WORK INSTRUCTIONS
Every line of the entries below from the one containing "List all labels, symbols" to the one containing "Bounding boxes for the", both ends included, must be written out exactly. No other line belongs in the answer.

EXCERPTED RECORDS
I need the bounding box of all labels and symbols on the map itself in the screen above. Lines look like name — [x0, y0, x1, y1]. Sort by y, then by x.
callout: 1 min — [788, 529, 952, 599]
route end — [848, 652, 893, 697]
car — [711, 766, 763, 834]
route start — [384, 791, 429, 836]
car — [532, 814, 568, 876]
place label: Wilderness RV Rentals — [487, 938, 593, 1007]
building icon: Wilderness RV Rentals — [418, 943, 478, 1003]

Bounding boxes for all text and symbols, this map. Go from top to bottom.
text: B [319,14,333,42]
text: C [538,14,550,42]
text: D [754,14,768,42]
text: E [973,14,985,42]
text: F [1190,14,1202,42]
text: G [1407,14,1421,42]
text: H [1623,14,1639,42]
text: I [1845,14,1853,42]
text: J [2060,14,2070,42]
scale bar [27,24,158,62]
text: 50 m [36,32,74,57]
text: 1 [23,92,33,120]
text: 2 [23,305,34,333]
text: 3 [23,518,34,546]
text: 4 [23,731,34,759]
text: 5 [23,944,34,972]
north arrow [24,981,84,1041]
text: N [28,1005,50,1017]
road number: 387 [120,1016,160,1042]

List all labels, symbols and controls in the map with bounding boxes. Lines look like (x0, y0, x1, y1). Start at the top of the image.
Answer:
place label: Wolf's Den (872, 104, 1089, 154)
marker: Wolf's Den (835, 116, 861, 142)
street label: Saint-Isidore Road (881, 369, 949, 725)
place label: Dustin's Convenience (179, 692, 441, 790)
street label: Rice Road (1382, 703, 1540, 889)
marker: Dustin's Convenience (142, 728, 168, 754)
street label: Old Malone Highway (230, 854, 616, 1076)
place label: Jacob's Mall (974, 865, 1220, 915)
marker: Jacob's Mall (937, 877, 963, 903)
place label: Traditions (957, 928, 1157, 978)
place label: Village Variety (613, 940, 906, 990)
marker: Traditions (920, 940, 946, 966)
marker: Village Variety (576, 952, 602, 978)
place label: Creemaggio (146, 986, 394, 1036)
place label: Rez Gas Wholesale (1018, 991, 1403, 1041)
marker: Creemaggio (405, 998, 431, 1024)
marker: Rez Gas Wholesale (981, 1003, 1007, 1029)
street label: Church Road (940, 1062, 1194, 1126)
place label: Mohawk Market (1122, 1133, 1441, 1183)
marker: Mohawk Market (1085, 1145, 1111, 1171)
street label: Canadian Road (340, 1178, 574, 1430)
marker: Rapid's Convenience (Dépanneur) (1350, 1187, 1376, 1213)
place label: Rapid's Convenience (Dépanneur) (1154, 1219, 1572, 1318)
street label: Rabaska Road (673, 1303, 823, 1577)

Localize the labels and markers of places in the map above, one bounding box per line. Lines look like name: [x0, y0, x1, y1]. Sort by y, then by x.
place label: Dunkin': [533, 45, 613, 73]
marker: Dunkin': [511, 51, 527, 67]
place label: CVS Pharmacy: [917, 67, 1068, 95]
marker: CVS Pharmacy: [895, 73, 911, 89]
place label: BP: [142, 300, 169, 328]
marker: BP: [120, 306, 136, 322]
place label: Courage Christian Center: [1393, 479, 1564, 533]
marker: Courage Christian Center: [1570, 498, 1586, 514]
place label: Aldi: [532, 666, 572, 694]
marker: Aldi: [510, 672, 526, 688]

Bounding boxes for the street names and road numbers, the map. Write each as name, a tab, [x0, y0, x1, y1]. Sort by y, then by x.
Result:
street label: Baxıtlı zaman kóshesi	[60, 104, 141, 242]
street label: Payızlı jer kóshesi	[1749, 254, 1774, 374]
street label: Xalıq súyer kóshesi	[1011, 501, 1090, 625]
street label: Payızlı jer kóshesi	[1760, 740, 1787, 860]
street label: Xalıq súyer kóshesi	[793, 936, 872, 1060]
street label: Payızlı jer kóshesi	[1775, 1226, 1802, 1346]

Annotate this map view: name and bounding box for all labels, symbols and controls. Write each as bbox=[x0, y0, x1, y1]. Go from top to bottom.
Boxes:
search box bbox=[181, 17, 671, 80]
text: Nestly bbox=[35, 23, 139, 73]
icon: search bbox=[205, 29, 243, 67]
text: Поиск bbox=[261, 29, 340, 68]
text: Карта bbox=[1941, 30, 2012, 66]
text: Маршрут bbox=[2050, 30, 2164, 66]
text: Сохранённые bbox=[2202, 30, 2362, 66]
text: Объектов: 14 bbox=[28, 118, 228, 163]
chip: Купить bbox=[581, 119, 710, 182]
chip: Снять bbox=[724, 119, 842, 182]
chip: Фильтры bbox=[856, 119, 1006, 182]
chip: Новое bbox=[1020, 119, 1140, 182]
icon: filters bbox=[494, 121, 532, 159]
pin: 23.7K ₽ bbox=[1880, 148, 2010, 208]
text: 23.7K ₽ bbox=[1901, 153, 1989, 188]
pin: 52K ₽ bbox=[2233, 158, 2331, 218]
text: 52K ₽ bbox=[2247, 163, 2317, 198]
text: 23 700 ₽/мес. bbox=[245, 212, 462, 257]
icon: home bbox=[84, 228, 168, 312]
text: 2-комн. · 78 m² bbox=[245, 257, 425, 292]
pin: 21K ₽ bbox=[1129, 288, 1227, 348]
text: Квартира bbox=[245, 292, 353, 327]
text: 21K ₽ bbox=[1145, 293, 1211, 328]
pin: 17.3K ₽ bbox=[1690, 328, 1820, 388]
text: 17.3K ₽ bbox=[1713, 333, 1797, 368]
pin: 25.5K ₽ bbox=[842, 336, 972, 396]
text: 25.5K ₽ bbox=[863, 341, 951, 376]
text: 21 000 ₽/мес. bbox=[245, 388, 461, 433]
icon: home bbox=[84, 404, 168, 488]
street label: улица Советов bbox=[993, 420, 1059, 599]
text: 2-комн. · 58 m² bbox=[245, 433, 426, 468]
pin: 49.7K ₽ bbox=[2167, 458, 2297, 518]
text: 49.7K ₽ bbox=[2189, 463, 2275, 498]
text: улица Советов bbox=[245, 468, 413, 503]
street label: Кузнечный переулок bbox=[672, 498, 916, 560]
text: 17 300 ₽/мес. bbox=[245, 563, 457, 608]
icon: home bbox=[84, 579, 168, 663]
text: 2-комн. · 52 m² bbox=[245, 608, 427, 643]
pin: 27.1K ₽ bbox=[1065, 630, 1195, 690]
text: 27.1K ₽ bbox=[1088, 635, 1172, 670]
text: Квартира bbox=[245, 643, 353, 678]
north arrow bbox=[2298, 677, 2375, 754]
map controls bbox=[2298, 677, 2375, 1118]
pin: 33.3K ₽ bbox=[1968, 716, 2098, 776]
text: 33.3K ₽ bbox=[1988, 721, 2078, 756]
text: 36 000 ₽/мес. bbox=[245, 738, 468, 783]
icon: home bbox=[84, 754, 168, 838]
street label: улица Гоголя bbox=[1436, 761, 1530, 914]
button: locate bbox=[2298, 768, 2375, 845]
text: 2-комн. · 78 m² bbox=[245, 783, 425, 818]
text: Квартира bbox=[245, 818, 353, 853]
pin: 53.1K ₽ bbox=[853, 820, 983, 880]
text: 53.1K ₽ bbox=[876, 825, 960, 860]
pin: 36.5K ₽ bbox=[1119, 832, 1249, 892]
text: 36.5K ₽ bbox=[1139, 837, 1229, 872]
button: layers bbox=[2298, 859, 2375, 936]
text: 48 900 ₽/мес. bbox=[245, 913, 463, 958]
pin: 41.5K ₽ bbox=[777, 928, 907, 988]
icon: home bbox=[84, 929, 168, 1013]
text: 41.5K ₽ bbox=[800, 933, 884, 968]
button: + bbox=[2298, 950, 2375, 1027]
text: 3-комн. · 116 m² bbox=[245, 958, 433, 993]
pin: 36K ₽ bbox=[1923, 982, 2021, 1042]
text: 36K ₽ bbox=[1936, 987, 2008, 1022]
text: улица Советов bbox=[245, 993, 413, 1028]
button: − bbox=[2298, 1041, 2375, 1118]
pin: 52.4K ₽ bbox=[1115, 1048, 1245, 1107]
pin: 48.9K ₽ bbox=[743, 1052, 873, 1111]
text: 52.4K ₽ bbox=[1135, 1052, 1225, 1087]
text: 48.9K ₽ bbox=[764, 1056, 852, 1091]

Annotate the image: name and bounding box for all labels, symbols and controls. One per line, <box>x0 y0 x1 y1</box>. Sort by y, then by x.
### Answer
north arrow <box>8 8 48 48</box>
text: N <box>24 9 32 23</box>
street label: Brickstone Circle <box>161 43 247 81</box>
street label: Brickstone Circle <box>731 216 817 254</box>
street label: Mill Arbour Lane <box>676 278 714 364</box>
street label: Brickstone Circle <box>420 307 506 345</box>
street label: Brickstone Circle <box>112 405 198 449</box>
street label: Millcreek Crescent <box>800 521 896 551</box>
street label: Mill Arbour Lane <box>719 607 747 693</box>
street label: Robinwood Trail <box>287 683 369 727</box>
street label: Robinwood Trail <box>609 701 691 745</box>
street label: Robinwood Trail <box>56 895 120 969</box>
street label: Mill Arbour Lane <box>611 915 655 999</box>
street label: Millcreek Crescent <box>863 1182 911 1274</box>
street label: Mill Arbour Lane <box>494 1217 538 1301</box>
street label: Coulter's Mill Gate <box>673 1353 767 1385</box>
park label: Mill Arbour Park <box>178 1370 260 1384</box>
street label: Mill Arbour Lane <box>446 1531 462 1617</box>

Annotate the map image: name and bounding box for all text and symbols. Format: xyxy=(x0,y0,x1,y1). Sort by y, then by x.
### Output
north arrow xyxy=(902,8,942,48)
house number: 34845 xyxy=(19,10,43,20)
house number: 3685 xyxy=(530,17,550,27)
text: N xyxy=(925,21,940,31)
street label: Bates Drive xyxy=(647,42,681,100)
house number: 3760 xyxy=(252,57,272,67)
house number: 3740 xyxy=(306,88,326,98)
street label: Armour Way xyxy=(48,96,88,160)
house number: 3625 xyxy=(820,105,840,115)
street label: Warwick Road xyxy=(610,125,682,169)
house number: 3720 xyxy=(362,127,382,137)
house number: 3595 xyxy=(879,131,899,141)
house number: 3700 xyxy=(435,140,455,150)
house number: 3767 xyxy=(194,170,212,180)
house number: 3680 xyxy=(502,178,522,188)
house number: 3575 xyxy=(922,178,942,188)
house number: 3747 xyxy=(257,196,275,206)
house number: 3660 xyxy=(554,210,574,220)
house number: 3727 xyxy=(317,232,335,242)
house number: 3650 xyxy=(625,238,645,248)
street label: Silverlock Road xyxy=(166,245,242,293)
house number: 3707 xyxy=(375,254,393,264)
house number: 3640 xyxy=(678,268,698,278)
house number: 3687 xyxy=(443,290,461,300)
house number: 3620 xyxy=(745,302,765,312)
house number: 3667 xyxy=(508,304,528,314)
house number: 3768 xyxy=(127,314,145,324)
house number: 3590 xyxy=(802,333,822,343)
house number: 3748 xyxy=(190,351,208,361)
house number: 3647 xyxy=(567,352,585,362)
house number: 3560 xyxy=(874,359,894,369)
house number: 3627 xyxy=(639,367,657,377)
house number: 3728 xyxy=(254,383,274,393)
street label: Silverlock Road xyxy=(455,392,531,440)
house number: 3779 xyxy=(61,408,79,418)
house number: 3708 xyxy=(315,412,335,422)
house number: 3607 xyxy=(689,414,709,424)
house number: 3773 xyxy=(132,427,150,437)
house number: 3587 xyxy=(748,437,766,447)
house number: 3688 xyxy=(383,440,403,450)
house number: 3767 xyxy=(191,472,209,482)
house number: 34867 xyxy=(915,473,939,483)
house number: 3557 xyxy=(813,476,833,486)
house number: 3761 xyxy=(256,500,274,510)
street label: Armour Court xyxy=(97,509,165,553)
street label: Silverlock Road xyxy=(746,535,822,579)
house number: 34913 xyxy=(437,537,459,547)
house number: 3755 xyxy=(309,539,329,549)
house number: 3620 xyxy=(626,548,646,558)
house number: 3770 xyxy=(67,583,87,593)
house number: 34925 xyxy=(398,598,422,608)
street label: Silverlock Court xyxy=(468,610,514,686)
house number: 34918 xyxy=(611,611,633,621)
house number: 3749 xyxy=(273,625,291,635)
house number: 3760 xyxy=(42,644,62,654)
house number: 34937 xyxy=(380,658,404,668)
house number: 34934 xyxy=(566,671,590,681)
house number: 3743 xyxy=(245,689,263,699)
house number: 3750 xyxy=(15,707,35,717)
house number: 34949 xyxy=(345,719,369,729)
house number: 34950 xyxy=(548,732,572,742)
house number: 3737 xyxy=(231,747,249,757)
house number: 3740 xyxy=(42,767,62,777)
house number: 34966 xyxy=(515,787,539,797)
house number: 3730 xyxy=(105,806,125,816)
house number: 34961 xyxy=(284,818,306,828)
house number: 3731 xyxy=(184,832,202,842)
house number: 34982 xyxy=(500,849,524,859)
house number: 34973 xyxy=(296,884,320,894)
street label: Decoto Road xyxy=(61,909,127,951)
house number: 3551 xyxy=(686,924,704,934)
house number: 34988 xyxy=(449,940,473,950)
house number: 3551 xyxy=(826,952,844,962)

EXERCISE RESULT
List all labels, symbols and controls in the map with bounding boxes. Lines look like (x0, y0, x1, y1). Start at the top of the image.
Answer:
place label: Wolf's Den (872, 104, 1089, 154)
marker: Wolf's Den (835, 116, 861, 142)
street label: Saint-Isidore Road (881, 369, 949, 725)
place label: Dustin's Convenience (179, 692, 441, 790)
street label: Rice Road (1382, 703, 1540, 889)
marker: Dustin's Convenience (142, 728, 168, 754)
street label: Old Malone Highway (230, 854, 616, 1076)
place label: Jacob's Mall (974, 865, 1220, 915)
marker: Jacob's Mall (937, 877, 963, 903)
place label: Traditions (957, 928, 1157, 978)
place label: Village Variety (613, 940, 906, 990)
marker: Traditions (920, 940, 946, 966)
marker: Village Variety (576, 952, 602, 978)
place label: Creemaggio (146, 986, 394, 1036)
place label: Rez Gas Wholesale (1018, 991, 1403, 1041)
marker: Creemaggio (405, 998, 431, 1024)
marker: Rez Gas Wholesale (981, 1003, 1007, 1029)
street label: Church Road (940, 1062, 1194, 1126)
place label: Mohawk Market (1122, 1133, 1441, 1183)
marker: Mohawk Market (1085, 1145, 1111, 1171)
street label: Canadian Road (340, 1178, 574, 1430)
marker: Rapid's Convenience (Dépanneur) (1350, 1187, 1376, 1213)
place label: Rapid's Convenience (Dépanneur) (1154, 1219, 1572, 1318)
street label: Rabaska Road (673, 1303, 823, 1577)

Localize the labels and markers of places in the map above, one bounding box per line. Lines look like name: [x0, y0, x1, y1]. Sort by y, then by x.
place label: Dunkin': [533, 45, 613, 73]
marker: Dunkin': [511, 51, 527, 67]
place label: CVS Pharmacy: [917, 67, 1068, 95]
marker: CVS Pharmacy: [895, 73, 911, 89]
place label: BP: [142, 300, 169, 328]
marker: BP: [120, 306, 136, 322]
place label: Courage Christian Center: [1393, 479, 1564, 533]
marker: Courage Christian Center: [1570, 498, 1586, 514]
place label: Aldi: [532, 666, 572, 694]
marker: Aldi: [510, 672, 526, 688]

Bounding boxes for the street names and road numbers, the map. Write each as name, a tab, [x0, y0, x1, y1]. Sort by y, then by x.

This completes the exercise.